That's a good question. I'm somewhat ambivalent about the idea of the government doing its own long-term projections about what the energy sector will look like.
You're exactly right that the good forecasts, EIA's included, provide high, low, and middle scenarios. I think that's very useful, but it is an open question whether it is government's role to forecast on what essentially is mostly a highly regulated but private sector and how it will evolve over the future. I don't know that we do that elsewhere. For instance, government doesn't necessarily try to forecast what exactly the health care industry or the information technology industry will look like in 10 years. I get that energy is in the national interest, and that's why this has probably existed over time, but I think the challenges with central government forecasts is that they become benchmarks.
I speak to this from historical context. Our firm got its start doing research in renewables.

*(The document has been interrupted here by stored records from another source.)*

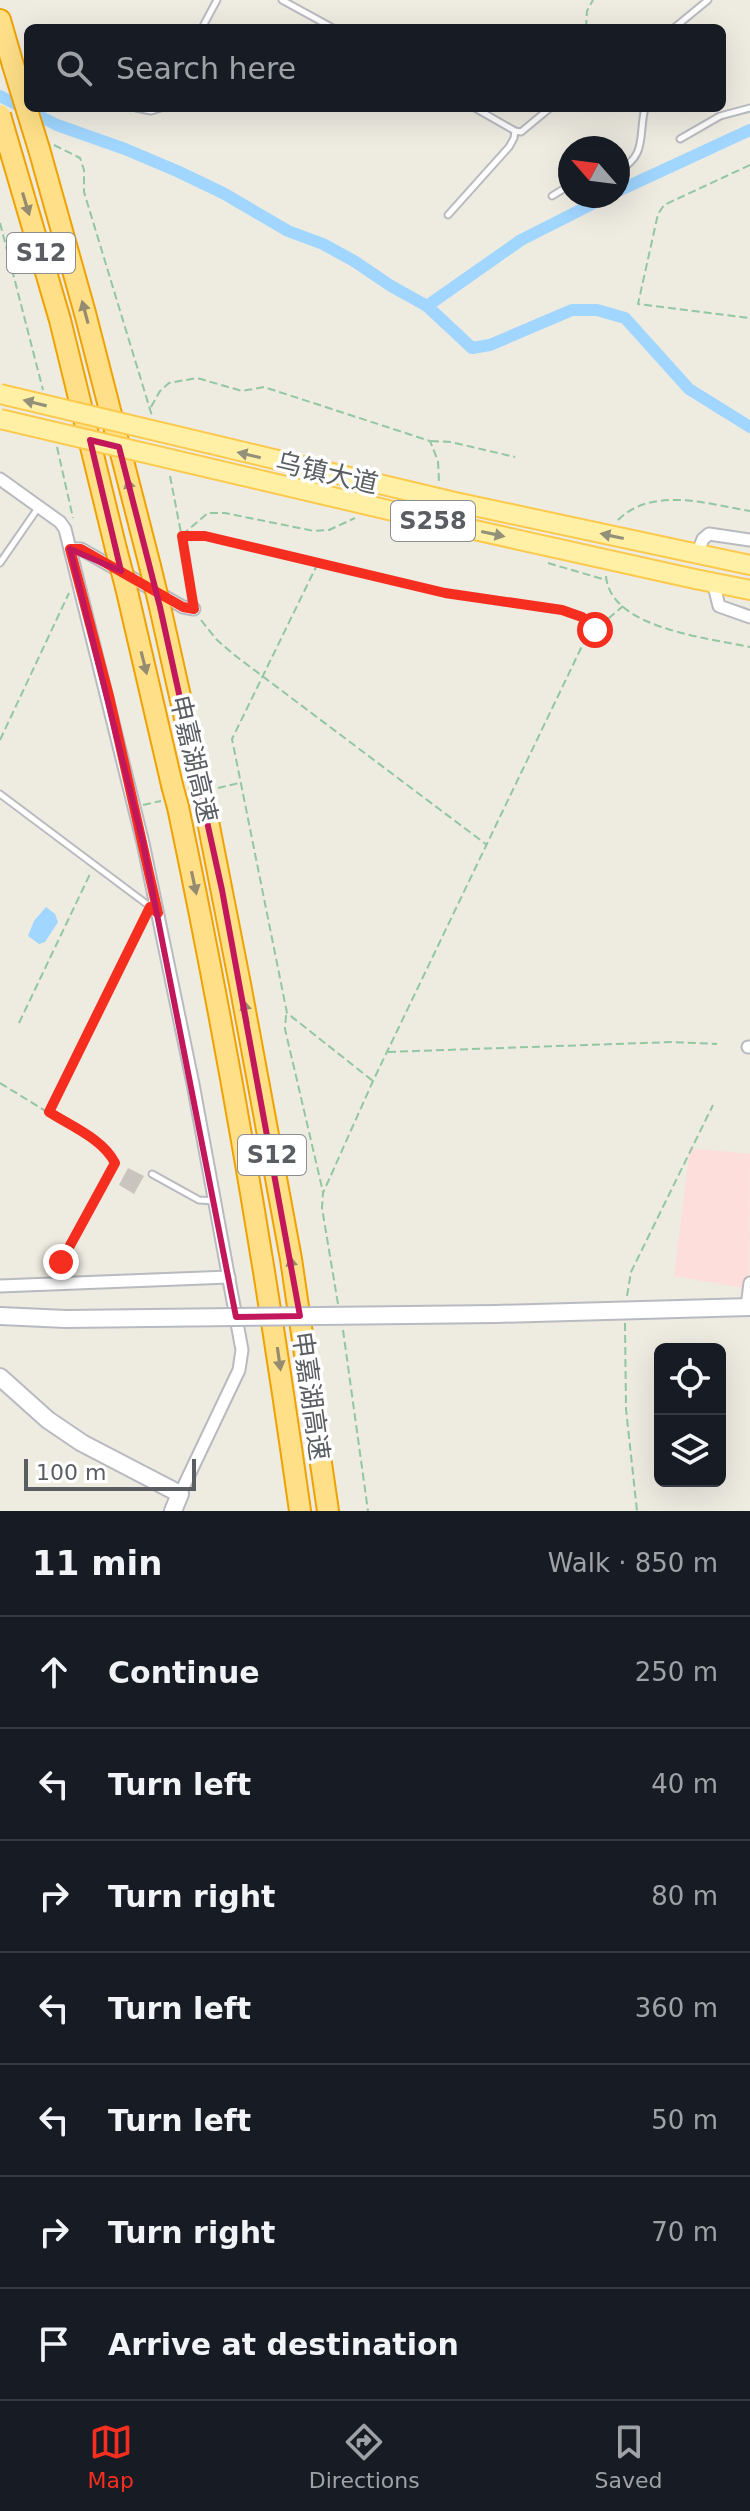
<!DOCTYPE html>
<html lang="en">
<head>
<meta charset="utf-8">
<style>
	:root { --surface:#171b24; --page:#20242c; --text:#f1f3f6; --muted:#9ea1a6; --line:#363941; --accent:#f62e1f }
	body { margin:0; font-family:"DejaVu Sans","Noto Sans SC",sans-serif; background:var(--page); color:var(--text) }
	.controls { position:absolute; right:24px; bottom:24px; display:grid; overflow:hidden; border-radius:12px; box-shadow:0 8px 32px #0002 }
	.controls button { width:72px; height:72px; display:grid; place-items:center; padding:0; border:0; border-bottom:2px solid var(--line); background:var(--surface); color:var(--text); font:40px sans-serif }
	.compass { position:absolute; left:558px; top:136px; width:72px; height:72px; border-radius:50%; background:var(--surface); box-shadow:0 8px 32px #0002; rotate:298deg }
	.scale { position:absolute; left:24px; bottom:20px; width:172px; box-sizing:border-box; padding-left:8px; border:4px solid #5a5e63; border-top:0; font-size:22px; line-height:28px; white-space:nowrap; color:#5a5e63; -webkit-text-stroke:6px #fff; paint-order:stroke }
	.stop { position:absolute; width:24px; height:24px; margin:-18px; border:6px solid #f62e1f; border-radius:50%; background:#fff }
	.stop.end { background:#f62e1f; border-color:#fff; box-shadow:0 2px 8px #0008 }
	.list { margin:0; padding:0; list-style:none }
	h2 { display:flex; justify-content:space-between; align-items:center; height:104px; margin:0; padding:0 32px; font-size:34px }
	h2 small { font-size:26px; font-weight:400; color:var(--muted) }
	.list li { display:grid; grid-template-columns:52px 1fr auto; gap:24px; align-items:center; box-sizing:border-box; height:112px; padding:0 32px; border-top:2px solid var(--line) }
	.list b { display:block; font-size:30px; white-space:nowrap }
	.list em { font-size:26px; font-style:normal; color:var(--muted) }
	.icon { flex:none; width:44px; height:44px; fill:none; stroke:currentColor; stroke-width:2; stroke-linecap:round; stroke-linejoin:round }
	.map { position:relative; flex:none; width:750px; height:1511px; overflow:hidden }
	.search { position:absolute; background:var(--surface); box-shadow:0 8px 32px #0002; left:24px; right:24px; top:24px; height:88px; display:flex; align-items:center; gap:20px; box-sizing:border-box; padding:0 28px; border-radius:12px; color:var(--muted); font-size:30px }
	.sheet { height:888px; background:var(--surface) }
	nav { display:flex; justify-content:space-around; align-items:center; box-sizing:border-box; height:112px; border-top:2px solid var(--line); background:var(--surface); font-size:22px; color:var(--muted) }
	nav a { display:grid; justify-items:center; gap:4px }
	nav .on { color:var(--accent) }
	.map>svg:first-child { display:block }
	.medical { fill:#fddedb }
	.water { fill:#a0d6ff }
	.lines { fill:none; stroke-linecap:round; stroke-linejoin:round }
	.canal { stroke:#a0d6ff; stroke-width:12 }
	.building { fill:#c9c5be }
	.lane-casing { stroke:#b7babf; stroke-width:9 }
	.street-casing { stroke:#b7babf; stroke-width:15 }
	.secondary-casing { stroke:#b7bbc1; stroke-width:20 }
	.primary-casing { stroke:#fcc94c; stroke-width:22 }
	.highway-casing { stroke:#efa200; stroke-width:24 }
	.path { stroke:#92c7a1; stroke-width:2; stroke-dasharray:8 4; stroke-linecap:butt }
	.lane { stroke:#fff; stroke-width:5 }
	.street { stroke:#fff; stroke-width:11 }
	.secondary { stroke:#fff; stroke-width:16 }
	.primary { stroke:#fff0a5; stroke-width:18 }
	.highway { stroke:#ffdf87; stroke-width:20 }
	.secondary-bridge-casing { stroke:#b7bbc1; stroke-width:20; stroke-linecap:butt }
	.primary-bridge-casing { stroke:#fcc94c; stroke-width:22; stroke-linecap:butt }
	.highway-bridge-casing { stroke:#efa200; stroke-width:24; stroke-linecap:butt }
	.secondary-bridge { stroke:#fff; stroke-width:16 }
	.primary-bridge { stroke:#fff0a5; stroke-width:18 }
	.highway-bridge { stroke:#ffdf87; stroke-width:20 }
	.oneway { fill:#948b70 }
	.oneway2 { fill:#94917a }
	.route { stroke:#f62e1f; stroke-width:10 }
	.marked { fill:none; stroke:#c2185b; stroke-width:6; stroke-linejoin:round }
	.labels { text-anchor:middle; stroke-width:7; stroke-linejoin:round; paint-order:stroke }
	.shield { fill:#fff; stroke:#8c8e92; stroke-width:2 }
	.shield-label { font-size:24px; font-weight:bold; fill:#5a5e63 }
	.street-label { font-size:26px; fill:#5a5e63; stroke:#fff }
</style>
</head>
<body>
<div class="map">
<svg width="750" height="1511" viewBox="0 0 750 1511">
	<rect width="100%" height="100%" fill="#eeebe1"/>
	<path class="medical" d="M 690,1148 L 750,1154 L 749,1289 L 674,1276 Z"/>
	<path class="water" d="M 46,907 L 55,914 L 58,922 L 45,942 L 39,944 L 28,936 L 34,921 Z"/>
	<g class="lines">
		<g class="canal">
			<path d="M 0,96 L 57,125 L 125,149 L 177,171 L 223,193 L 288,231 L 323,244 L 354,261 L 391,286 L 427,306 L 472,348 L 490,345 L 572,310 L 597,310 L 625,318 L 689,389 L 750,427"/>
			<path d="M 618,191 L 750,130"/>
			<path d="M 427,306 L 521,240 L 608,196"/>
		</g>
	</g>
	<path class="building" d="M 128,1168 L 144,1176 L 134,1194 L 119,1185 Z"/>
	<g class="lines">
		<g class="lane-casing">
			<g id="lane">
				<path d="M 282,0 L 333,28"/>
				<path d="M 202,28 L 217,0"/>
				<path d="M 674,28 L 708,0"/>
				<path d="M 136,108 L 151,111 L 161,108"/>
				<path d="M 475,108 L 515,131 L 521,132 L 550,108"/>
				<path d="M 680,139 L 720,116 L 750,108"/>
				<path d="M 618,171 C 648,155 638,135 645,108"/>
				<path d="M 552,196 L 570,185"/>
				<path d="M 448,215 L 509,147 L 514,138 L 515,131"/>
				<path d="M 0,563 L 38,508"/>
				<path d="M 0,794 L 156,911"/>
				<path d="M 152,1174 L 199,1200 L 215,1201"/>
			</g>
		</g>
		<g class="street-casing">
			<g id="street">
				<path d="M 0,479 L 60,522 L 65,529 L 143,843 L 193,1084 L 242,1350 L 239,1370 L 180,1494"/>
				<path d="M 70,549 L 81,549 L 183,607 L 194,609"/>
				<path d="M 697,554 L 703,539 L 709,534 L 750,540"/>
				<path d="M 713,582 L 719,606 L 750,617"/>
				<path d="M 748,1047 L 750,1047"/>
				<path d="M 0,1286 L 229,1277"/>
				<path d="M 747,1307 L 750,1283"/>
			</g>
		</g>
		<g class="secondary-casing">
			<g id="secondary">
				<path d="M 496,1314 L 750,1307"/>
				<path d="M 0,1316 L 66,1319"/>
				<path d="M 0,1377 L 48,1420 L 82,1443 L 180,1494 L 173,1511"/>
			</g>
		</g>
		<g class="primary-casing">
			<g id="primary">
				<path d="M 689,552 L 750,565"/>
				<path d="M 695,579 L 750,590"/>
			</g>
		</g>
		<g class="highway-casing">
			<g id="highway">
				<path d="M 0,20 L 13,65"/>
				<path d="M 4,129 L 60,320 L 116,549"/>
				<path d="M 39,149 L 85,313 L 150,566"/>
				<path d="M 126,587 L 172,785"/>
				<path d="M 160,607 L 199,781"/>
				<path d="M 204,801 L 240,984 L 291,1259 L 328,1511"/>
				<path d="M 178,807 C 227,1040 267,1275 300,1511"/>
			</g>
		</g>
		<g class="path">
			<path d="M 586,28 L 587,11 L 593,0"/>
			<path d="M 54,145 L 80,158 L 84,170 L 84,192 L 152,416"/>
			<path d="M 750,165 L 664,205 L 658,214 L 638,304 L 750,318"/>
			<path d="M 0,223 L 43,390"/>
			<path d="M 151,407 L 160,391 L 169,383 L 197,378 L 242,391 L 264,387 L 430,441 L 438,461 L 439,482"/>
			<path d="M 431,441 L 451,442 L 515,457"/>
			<path d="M 57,447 L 73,518"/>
			<path d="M 170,476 L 193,595"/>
			<path d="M 618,520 C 652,486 708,504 750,511"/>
			<path d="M 182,535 L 208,513 L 225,513 L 314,531 L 329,530 L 355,518"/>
			<path d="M 183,536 L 205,536 L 445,593 L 562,610 L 582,617 L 594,629"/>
			<path d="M 318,563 L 232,739 L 287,1013 L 373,1081"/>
			<path d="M 548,563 L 606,580"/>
			<path d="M 606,576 C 610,629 710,638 750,647"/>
			<path d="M 201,620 L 216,639 L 233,654 L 487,845"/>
			<path d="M 0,740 L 69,593"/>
			<path d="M 218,788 L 239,783"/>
			<path d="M 143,805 L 161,801"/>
			<path d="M 286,1015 L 285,1029 L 323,1192"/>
			<path d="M 19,1023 L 90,874"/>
			<path d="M 388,1052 L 672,1042 L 717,1044"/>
			<path d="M 0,1083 L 96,1142 L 110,1153 L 115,1163 L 63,1254 L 61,1270"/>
			<path d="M 50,1111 L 146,916"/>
			<path d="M 627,1296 L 631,1272 L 713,1105"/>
			<path d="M 338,1304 L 322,1208 L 323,1193 L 373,1081 L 583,644 L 595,630 L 623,606"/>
			<path d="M 625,1323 L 626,1409 L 637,1511"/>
			<path d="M 343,1330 L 368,1511"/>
		</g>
		<use href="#lane" class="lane"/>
		<use href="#street" class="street"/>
		<use href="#secondary" class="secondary"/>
		<use href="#primary" class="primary"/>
		<use href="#highway" class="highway"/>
		<g class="secondary-bridge-casing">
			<path id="secondary-bridge" d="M 66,1319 L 496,1314"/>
		</g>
		<g class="primary-bridge-casing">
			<g id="primary-bridge">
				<path d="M 0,394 L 455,502 L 689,552"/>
				<path d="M 0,419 L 461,527 L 695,579"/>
			</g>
		</g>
		<g class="highway-bridge-casing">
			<g id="highway-bridge">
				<path d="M 13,65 L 39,149"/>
				<path d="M 0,115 L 4,129"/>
				<path d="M 116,549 L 126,587"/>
				<path d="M 150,566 L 160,607"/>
				<path d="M 199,781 L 204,801"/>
				<path d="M 172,785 L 178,807"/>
			</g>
		</g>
		<use href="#secondary-bridge" class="secondary-bridge"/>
		<use href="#primary-bridge" class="primary-bridge"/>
		<use href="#highway-bridge" class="highway-bridge"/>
	</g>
	<defs><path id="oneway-solid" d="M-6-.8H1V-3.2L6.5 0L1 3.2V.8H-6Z" transform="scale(2)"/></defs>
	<g class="oneway">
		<use href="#oneway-solid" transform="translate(26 204) rotate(73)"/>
		<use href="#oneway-solid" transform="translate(85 312) rotate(-105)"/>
		<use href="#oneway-solid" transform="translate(130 490) rotate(-104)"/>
		<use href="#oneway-solid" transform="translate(144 663) rotate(76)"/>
		<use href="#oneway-solid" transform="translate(194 883) rotate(78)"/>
		<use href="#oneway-solid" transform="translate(246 1012) rotate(-101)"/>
		<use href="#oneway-solid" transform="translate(292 1268) rotate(-99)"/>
		<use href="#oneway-solid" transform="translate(279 1359) rotate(82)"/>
	</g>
	<g class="oneway2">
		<use href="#oneway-solid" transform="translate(35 403) rotate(-166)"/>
		<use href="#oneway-solid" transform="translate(249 455) rotate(-167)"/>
		<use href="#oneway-solid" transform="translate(493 534) rotate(12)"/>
		<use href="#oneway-solid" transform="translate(612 536) rotate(-168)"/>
	</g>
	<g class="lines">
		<path class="route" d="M 61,1262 L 115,1163 C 103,1139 71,1126 49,1112 L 150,907 L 158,913 L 109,696 L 70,549 L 81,549 L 183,607 L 194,609 L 182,536 L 205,536 L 445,593 L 562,610 L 582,617 L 595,630"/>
	</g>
	<path class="marked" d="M 90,440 L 119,447 L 160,607 L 222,890 L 300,1316 L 236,1317 L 143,843 L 70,549 L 121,571 Z"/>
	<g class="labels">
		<g class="shield">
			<rect x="7" y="233" width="68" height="40" rx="6"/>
			<rect x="391" y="501" width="84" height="40" rx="6"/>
			<rect x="238" y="1135" width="68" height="40" rx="6"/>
		</g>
		<g class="shield-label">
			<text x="41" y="261">S12</text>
			<text x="433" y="529">S258</text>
			<text x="272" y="1163">S12</text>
		</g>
		<g class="street-label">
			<text transform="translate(327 473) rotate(13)" y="9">乌镇大道</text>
			<text transform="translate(194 759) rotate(77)" y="9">申嘉湖高速</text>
			<text transform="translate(311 1396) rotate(82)" y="9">申嘉湖高速</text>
		</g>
	</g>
</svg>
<div class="controls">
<button><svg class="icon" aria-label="locate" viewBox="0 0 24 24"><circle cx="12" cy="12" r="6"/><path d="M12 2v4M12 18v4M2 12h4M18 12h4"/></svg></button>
<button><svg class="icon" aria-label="layers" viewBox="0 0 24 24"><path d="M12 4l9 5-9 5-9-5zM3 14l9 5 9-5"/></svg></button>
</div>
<svg class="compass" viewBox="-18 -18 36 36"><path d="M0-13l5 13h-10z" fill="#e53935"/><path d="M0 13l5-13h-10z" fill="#9ea1a6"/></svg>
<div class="scale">100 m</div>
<div class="stop" style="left:595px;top:630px"></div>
<div class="stop end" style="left:61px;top:1262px"></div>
<div class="search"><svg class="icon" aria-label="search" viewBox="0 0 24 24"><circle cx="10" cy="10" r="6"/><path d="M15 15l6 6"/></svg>Search here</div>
</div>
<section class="sheet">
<h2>11 min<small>Walk · 850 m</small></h2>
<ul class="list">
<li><svg class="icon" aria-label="ahead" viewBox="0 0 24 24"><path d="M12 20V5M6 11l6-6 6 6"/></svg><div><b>Continue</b></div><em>250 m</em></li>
<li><svg class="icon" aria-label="left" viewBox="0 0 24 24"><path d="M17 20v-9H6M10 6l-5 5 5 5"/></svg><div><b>Turn left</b></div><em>40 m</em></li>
<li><svg class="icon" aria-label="right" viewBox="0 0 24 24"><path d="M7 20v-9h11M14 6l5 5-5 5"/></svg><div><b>Turn right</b></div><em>80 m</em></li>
<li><svg class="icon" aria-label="left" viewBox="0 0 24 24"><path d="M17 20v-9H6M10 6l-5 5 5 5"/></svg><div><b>Turn left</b></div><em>360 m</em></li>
<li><svg class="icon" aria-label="left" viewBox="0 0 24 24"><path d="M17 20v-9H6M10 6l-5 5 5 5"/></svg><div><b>Turn left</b></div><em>50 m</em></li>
<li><svg class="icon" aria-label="right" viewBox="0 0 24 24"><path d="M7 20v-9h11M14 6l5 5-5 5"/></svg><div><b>Turn right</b></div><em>70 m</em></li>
<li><svg class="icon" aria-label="arrive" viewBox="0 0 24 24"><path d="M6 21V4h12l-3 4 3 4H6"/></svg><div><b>Arrive at destination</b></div></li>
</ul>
</section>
<nav>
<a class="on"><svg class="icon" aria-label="map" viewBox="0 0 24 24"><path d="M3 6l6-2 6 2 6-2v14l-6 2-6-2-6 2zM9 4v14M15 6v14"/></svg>Map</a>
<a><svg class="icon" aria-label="directions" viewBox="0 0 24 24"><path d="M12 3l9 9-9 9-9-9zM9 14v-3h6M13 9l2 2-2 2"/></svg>Directions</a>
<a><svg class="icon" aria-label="saved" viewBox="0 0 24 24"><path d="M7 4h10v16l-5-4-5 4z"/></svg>Saved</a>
</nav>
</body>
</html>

Ten years ago, if you looked at the standard forecasts from the EIA, from the IEA, and from many other big authorities in this area, they did not predict even close to the level of growth in development that we've seen in these technologies, and for a number of years that allowed various incumbent players to say these technologies are never going to be viable because the EIA says they are not going to be viable. I'm not convinced that having government provide that kind of benchmark for the future is necessarily the right role for these types of agencies.
That said, collecting data is extraordinarily important, and the analysis of that data, which EIA also does, is extremely important as well, and they do it extraordinarily well.
They got the forecast wrong, but we also got the forecast wrong. Everybody got the forecast wrong. That's inevitable. My issue is whether or not there should be an official government-sanctioned view of the future of the energy industry. I'm not convinced that's the right role for government.